Aim of the exercise: Transcribe the listing below in full, keeping every line exactly as it is.

<<<<

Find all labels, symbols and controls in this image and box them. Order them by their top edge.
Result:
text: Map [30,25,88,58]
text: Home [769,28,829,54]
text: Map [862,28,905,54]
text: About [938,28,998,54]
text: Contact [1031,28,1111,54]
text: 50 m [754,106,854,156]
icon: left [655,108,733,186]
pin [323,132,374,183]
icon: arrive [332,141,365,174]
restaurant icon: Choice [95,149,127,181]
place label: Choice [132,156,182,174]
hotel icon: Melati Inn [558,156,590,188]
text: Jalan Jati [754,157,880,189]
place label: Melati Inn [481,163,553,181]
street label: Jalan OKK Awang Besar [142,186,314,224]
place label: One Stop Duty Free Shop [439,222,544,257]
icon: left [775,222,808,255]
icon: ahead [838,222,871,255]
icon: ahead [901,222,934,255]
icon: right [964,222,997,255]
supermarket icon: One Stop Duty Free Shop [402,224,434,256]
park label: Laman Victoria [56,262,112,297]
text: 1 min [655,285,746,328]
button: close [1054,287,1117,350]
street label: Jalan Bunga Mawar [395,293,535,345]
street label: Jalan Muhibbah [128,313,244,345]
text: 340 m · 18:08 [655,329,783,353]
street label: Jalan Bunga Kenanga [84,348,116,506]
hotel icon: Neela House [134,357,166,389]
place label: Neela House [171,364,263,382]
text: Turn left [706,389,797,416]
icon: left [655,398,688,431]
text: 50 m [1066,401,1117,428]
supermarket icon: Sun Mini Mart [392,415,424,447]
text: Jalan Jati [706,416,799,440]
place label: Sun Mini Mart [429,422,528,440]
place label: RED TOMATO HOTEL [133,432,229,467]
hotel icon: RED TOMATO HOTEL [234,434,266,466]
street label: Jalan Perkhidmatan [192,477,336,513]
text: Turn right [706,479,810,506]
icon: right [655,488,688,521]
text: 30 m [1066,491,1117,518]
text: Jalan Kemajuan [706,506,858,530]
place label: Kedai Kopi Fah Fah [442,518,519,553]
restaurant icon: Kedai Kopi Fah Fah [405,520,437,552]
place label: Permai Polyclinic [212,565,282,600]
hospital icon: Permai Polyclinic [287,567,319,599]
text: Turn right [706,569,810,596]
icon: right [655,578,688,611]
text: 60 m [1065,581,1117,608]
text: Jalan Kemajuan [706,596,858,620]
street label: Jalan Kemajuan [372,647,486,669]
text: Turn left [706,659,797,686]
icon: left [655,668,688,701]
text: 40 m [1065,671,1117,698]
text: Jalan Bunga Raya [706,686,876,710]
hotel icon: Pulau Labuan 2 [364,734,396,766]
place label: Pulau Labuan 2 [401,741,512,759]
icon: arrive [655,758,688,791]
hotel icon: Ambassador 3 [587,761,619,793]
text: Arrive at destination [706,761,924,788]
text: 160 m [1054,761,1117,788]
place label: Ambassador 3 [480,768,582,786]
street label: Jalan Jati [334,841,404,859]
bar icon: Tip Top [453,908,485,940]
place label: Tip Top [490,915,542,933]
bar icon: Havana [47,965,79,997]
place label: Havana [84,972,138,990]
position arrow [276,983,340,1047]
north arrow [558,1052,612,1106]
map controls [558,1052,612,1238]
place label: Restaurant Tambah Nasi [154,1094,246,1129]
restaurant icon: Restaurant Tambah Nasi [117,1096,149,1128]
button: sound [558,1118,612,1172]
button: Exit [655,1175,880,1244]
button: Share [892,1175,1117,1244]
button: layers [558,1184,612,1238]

>>>>

Expected output:
Find all labels, symbols and controls in this image and box them. Order them by their top edge.
Result:
text: Map [30,25,88,58]
text: Home [769,28,829,54]
text: Map [862,28,905,54]
text: About [938,28,998,54]
text: Contact [1031,28,1111,54]
text: 50 m [754,106,854,156]
icon: left [655,108,733,186]
pin [323,132,374,183]
icon: arrive [332,141,365,174]
restaurant icon: Choice [95,149,127,181]
place label: Choice [132,156,182,174]
hotel icon: Melati Inn [558,156,590,188]
text: Jalan Jati [754,157,880,189]
place label: Melati Inn [481,163,553,181]
street label: Jalan OKK Awang Besar [142,186,314,224]
place label: One Stop Duty Free Shop [439,222,544,257]
icon: left [775,222,808,255]
icon: ahead [838,222,871,255]
icon: ahead [901,222,934,255]
icon: right [964,222,997,255]
supermarket icon: One Stop Duty Free Shop [402,224,434,256]
park label: Laman Victoria [56,262,112,297]
text: 1 min [655,285,746,328]
button: close [1054,287,1117,350]
street label: Jalan Bunga Mawar [395,293,535,345]
street label: Jalan Muhibbah [128,313,244,345]
text: 340 m · 18:08 [655,329,783,353]
street label: Jalan Bunga Kenanga [84,348,116,506]
hotel icon: Neela House [134,357,166,389]
place label: Neela House [171,364,263,382]
text: Turn left [706,389,797,416]
icon: left [655,398,688,431]
text: 50 m [1066,401,1117,428]
supermarket icon: Sun Mini Mart [392,415,424,447]
text: Jalan Jati [706,416,799,440]
place label: Sun Mini Mart [429,422,528,440]
place label: RED TOMATO HOTEL [133,432,229,467]
hotel icon: RED TOMATO HOTEL [234,434,266,466]
street label: Jalan Perkhidmatan [192,477,336,513]
text: Turn right [706,479,810,506]
icon: right [655,488,688,521]
text: 30 m [1066,491,1117,518]
text: Jalan Kemajuan [706,506,858,530]
place label: Kedai Kopi Fah Fah [442,518,519,553]
restaurant icon: Kedai Kopi Fah Fah [405,520,437,552]
place label: Permai Polyclinic [212,565,282,600]
hospital icon: Permai Polyclinic [287,567,319,599]
text: Turn right [706,569,810,596]
icon: right [655,578,688,611]
text: 60 m [1065,581,1117,608]
text: Jalan Kemajuan [706,596,858,620]
street label: Jalan Kemajuan [372,647,486,669]
text: Turn left [706,659,797,686]
icon: left [655,668,688,701]
text: 40 m [1065,671,1117,698]
text: Jalan Bunga Raya [706,686,876,710]
hotel icon: Pulau Labuan 2 [364,734,396,766]
place label: Pulau Labuan 2 [401,741,512,759]
icon: arrive [655,758,688,791]
hotel icon: Ambassador 3 [587,761,619,793]
text: Arrive at destination [706,761,924,788]
text: 160 m [1054,761,1117,788]
place label: Ambassador 3 [480,768,582,786]
street label: Jalan Jati [334,841,404,859]
bar icon: Tip Top [453,908,485,940]
place label: Tip Top [490,915,542,933]
bar icon: Havana [47,965,79,997]
place label: Havana [84,972,138,990]
position arrow [276,983,340,1047]
north arrow [558,1052,612,1106]
map controls [558,1052,612,1238]
place label: Restaurant Tambah Nasi [154,1094,246,1129]
restaurant icon: Restaurant Tambah Nasi [117,1096,149,1128]
button: sound [558,1118,612,1172]
button: Exit [655,1175,880,1244]
button: Share [892,1175,1117,1244]
button: layers [558,1184,612,1238]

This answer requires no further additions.